Report every line of the records below that includes the string "Post".

──────── Given data

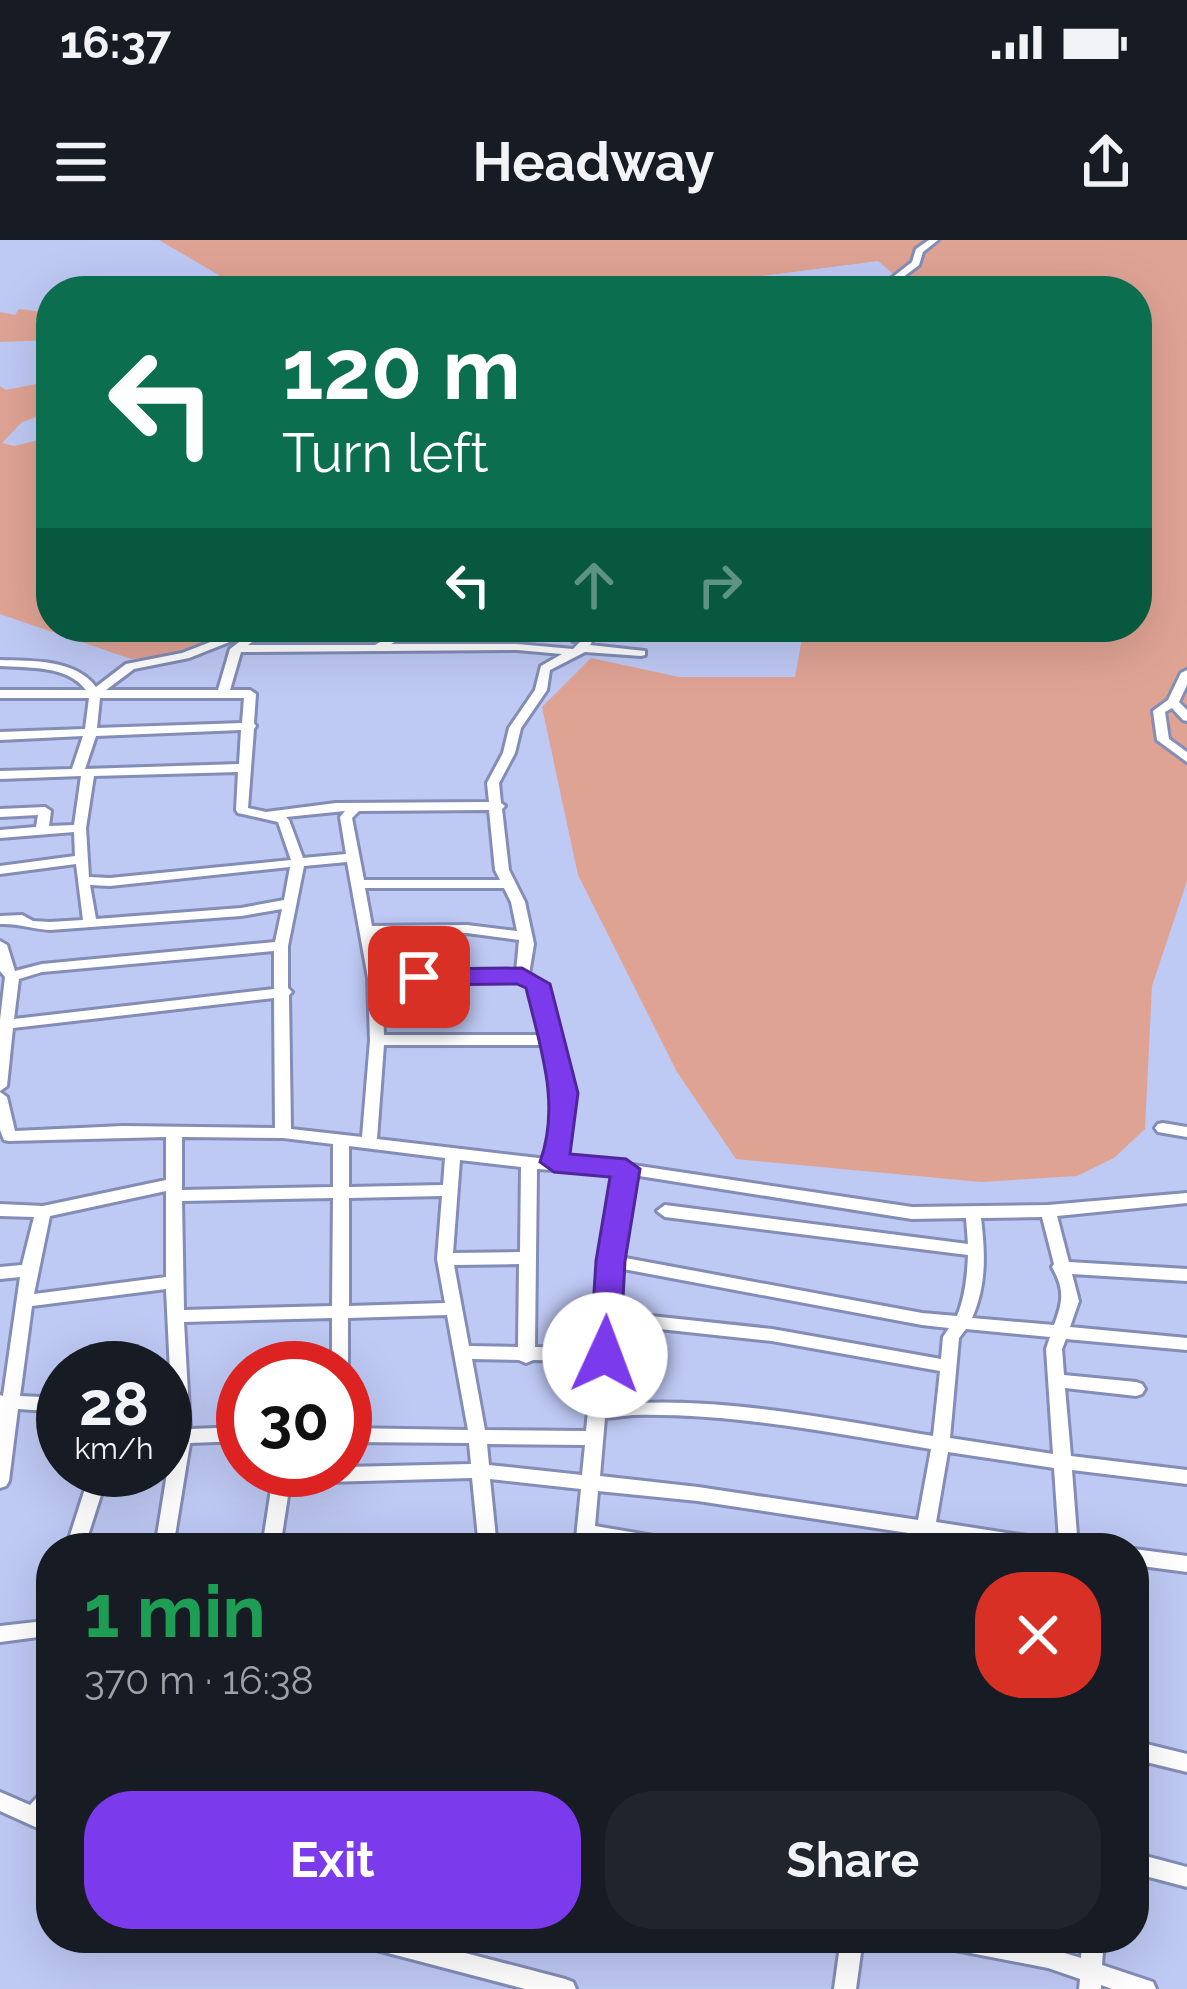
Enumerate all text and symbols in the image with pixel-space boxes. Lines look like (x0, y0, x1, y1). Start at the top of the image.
text: 16:37 (60, 16, 171, 69)
icon: menu (48, 129, 114, 195)
icon: share (1073, 129, 1139, 195)
text: Headway (473, 130, 714, 194)
text: 120 m (282, 320, 521, 419)
icon: left (84, 324, 240, 480)
text: Turn left (282, 421, 489, 485)
icon: left (435, 552, 501, 618)
icon: ahead (561, 552, 627, 618)
icon: right (687, 552, 753, 618)
pin (368, 926, 470, 1028)
icon: arrive (386, 944, 452, 1010)
position arrow (542, 1292, 668, 1418)
speed limit sign: 30 (216, 1341, 372, 1497)
text: 28 (79, 1369, 149, 1439)
text: km/h (74, 1431, 154, 1466)
text: 1 min (84, 1569, 266, 1654)
button: close (975, 1572, 1101, 1698)
text: 370 m · 16:38 (84, 1657, 314, 1703)
button: Exit (84, 1791, 581, 1929)
button: Share (605, 1791, 1101, 1929)

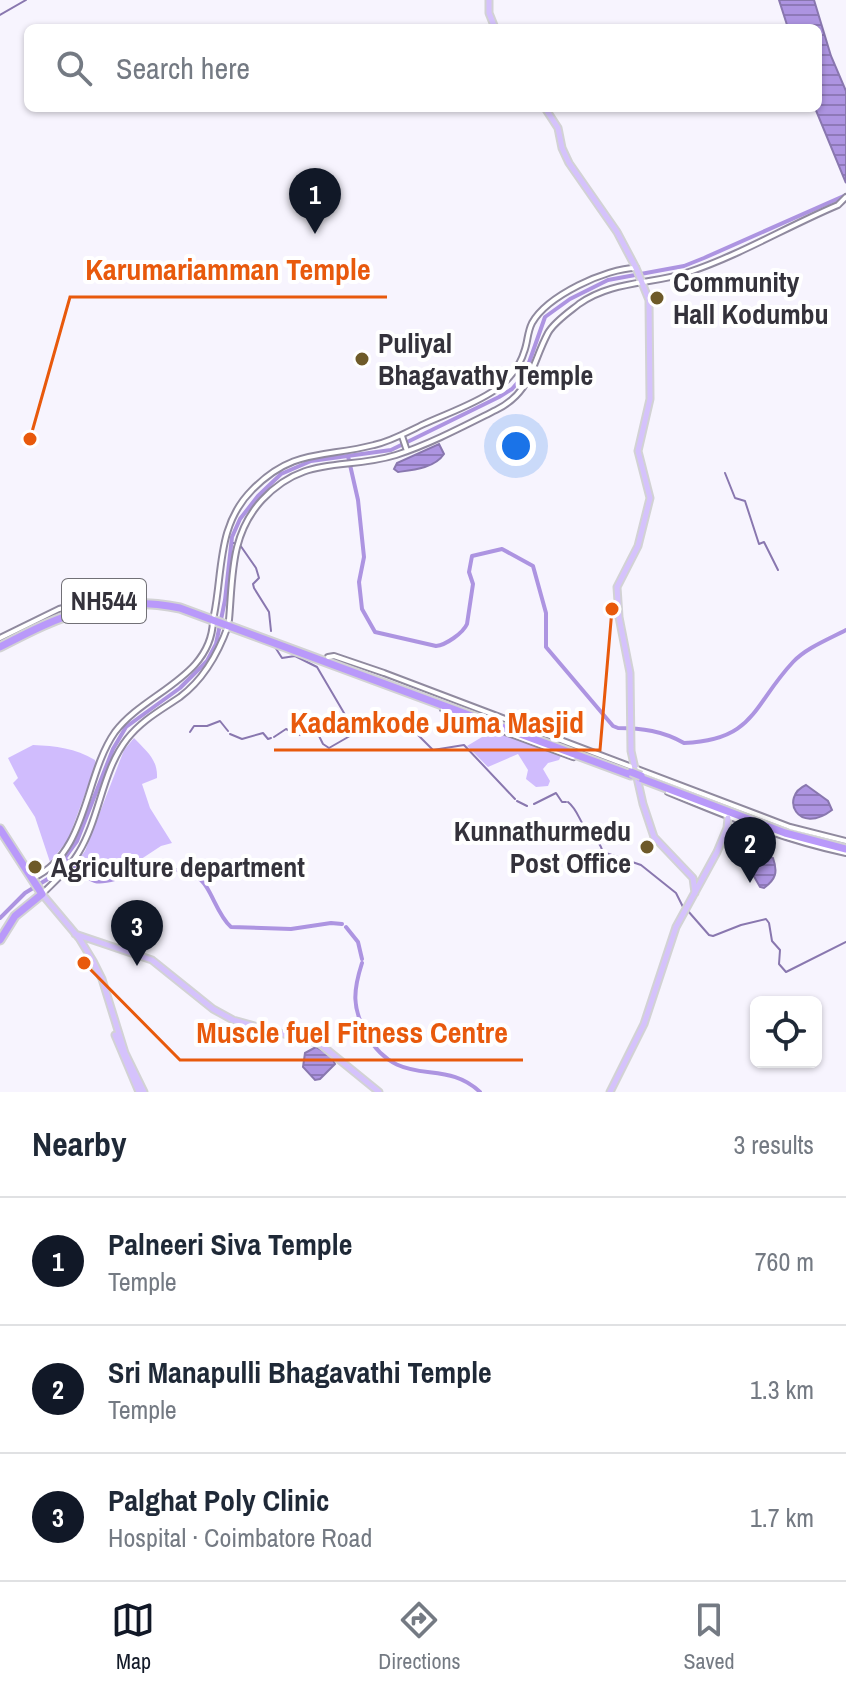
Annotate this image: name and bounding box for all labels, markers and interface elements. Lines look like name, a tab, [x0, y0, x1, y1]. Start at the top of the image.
search box	[24, 24, 822, 112]
icon: search	[52, 46, 96, 90]
text: Search here	[116, 48, 250, 88]
pin: 1	[289, 168, 341, 234]
callout: Karumariamman Temple	[70, 243, 387, 297]
text: Karumariamman Temple	[85, 249, 371, 289]
place label: Community Hall Kodumbu	[673, 263, 829, 333]
marker: Community Hall Kodumbu	[648, 289, 666, 307]
place label: Puliyal Bhagavathy Temple	[378, 324, 593, 394]
marker: Puliyal Bhagavathy Temple	[353, 350, 371, 368]
your location	[496, 426, 536, 466]
road number: NH544	[62, 579, 146, 623]
callout: Kadamkode Juma Masjid	[274, 696, 600, 750]
text: Kadamkode Juma Masjid	[290, 702, 584, 742]
place label: Kunnathurmedu Post Office	[454, 812, 631, 882]
pin: 2	[724, 817, 776, 883]
marker: Kunnathurmedu Post Office	[638, 838, 656, 856]
place label: Agriculture department	[51, 848, 305, 886]
marker: Agriculture department	[26, 858, 44, 876]
pin: 3	[111, 900, 163, 966]
map controls	[750, 996, 822, 1068]
button: locate	[750, 996, 822, 1068]
callout: Muscle fuel Fitness Centre	[180, 1006, 523, 1060]
text: Muscle fuel Fitness Centre	[196, 1012, 508, 1052]
text: Nearby	[32, 1121, 127, 1167]
text: 3 results	[733, 1127, 814, 1162]
text: Palneeri Siva Temple	[108, 1224, 352, 1264]
text: 1	[52, 1244, 64, 1279]
text: 760 m	[755, 1244, 814, 1279]
text: Temple	[108, 1264, 177, 1299]
text: Sri Manapulli Bhagavathi Temple	[108, 1352, 492, 1392]
text: 2	[52, 1372, 64, 1407]
text: 1.3 km	[750, 1372, 814, 1407]
text: Temple	[108, 1392, 177, 1427]
text: Palghat Poly Clinic	[108, 1480, 330, 1520]
text: 3	[52, 1500, 64, 1535]
text: 1.7 km	[750, 1500, 814, 1535]
text: Hospital · Coimbatore Road	[108, 1520, 372, 1555]
tab: Map	[111, 1598, 155, 1676]
tab: Directions	[378, 1598, 461, 1676]
tab: Saved	[683, 1598, 735, 1676]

────────────────

Solution to the exercise:
place label: Kunnathurmedu Post Office	[454, 812, 631, 882]
marker: Kunnathurmedu Post Office	[638, 838, 656, 856]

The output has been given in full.